§ **SUPPLIED MATERIAL**:
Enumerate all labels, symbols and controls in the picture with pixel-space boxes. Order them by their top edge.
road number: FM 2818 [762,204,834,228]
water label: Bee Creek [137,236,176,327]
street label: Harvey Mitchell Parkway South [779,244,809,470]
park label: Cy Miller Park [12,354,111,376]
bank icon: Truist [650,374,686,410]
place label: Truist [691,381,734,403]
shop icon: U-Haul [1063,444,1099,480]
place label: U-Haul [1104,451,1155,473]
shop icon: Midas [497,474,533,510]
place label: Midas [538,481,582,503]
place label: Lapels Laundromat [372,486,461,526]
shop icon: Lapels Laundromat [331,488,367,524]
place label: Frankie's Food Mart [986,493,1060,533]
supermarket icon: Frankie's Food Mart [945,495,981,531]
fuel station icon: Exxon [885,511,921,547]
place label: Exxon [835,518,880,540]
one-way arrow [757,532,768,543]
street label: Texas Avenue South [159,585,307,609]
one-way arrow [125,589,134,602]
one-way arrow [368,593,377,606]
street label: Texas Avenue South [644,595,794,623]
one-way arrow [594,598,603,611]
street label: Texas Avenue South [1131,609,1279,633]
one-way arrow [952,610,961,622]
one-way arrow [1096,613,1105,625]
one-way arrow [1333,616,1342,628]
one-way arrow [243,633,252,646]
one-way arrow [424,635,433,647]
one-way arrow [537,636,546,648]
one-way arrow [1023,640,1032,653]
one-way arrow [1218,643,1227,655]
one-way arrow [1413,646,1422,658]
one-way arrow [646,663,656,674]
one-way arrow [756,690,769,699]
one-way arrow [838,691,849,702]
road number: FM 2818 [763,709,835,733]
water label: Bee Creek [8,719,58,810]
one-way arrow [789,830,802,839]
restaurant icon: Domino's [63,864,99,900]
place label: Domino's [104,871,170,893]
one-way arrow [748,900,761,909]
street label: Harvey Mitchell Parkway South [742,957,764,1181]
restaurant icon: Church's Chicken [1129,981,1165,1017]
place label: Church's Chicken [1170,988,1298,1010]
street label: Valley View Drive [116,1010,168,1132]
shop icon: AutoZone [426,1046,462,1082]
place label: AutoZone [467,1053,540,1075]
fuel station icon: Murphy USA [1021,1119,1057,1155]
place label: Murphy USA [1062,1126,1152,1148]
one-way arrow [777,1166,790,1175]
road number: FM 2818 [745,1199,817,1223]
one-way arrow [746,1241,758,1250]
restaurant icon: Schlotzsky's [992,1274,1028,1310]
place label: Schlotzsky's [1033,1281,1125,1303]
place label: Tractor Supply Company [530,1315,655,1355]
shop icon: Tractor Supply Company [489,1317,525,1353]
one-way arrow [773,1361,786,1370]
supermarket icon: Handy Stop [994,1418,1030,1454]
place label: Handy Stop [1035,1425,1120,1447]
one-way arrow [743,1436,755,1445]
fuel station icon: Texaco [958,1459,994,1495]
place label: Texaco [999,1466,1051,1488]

§ **PROBLEM DESCRIPTION**:
Repeat all of the records above exactly as written.

§ **SOLUTION**:
Enumerate all labels, symbols and controls in the picture with pixel-space boxes. Order them by their top edge.
road number: FM 2818 [762,204,834,228]
water label: Bee Creek [137,236,176,327]
street label: Harvey Mitchell Parkway South [779,244,809,470]
park label: Cy Miller Park [12,354,111,376]
bank icon: Truist [650,374,686,410]
place label: Truist [691,381,734,403]
shop icon: U-Haul [1063,444,1099,480]
place label: U-Haul [1104,451,1155,473]
shop icon: Midas [497,474,533,510]
place label: Midas [538,481,582,503]
place label: Lapels Laundromat [372,486,461,526]
shop icon: Lapels Laundromat [331,488,367,524]
place label: Frankie's Food Mart [986,493,1060,533]
supermarket icon: Frankie's Food Mart [945,495,981,531]
fuel station icon: Exxon [885,511,921,547]
place label: Exxon [835,518,880,540]
one-way arrow [757,532,768,543]
street label: Texas Avenue South [159,585,307,609]
one-way arrow [125,589,134,602]
one-way arrow [368,593,377,606]
street label: Texas Avenue South [644,595,794,623]
one-way arrow [594,598,603,611]
street label: Texas Avenue South [1131,609,1279,633]
one-way arrow [952,610,961,622]
one-way arrow [1096,613,1105,625]
one-way arrow [1333,616,1342,628]
one-way arrow [243,633,252,646]
one-way arrow [424,635,433,647]
one-way arrow [537,636,546,648]
one-way arrow [1023,640,1032,653]
one-way arrow [1218,643,1227,655]
one-way arrow [1413,646,1422,658]
one-way arrow [646,663,656,674]
one-way arrow [756,690,769,699]
one-way arrow [838,691,849,702]
road number: FM 2818 [763,709,835,733]
water label: Bee Creek [8,719,58,810]
one-way arrow [789,830,802,839]
restaurant icon: Domino's [63,864,99,900]
place label: Domino's [104,871,170,893]
one-way arrow [748,900,761,909]
street label: Harvey Mitchell Parkway South [742,957,764,1181]
restaurant icon: Church's Chicken [1129,981,1165,1017]
place label: Church's Chicken [1170,988,1298,1010]
street label: Valley View Drive [116,1010,168,1132]
shop icon: AutoZone [426,1046,462,1082]
place label: AutoZone [467,1053,540,1075]
fuel station icon: Murphy USA [1021,1119,1057,1155]
place label: Murphy USA [1062,1126,1152,1148]
one-way arrow [777,1166,790,1175]
road number: FM 2818 [745,1199,817,1223]
one-way arrow [746,1241,758,1250]
restaurant icon: Schlotzsky's [992,1274,1028,1310]
place label: Schlotzsky's [1033,1281,1125,1303]
place label: Tractor Supply Company [530,1315,655,1355]
shop icon: Tractor Supply Company [489,1317,525,1353]
one-way arrow [773,1361,786,1370]
supermarket icon: Handy Stop [994,1418,1030,1454]
place label: Handy Stop [1035,1425,1120,1447]
one-way arrow [743,1436,755,1445]
fuel station icon: Texaco [958,1459,994,1495]
place label: Texaco [999,1466,1051,1488]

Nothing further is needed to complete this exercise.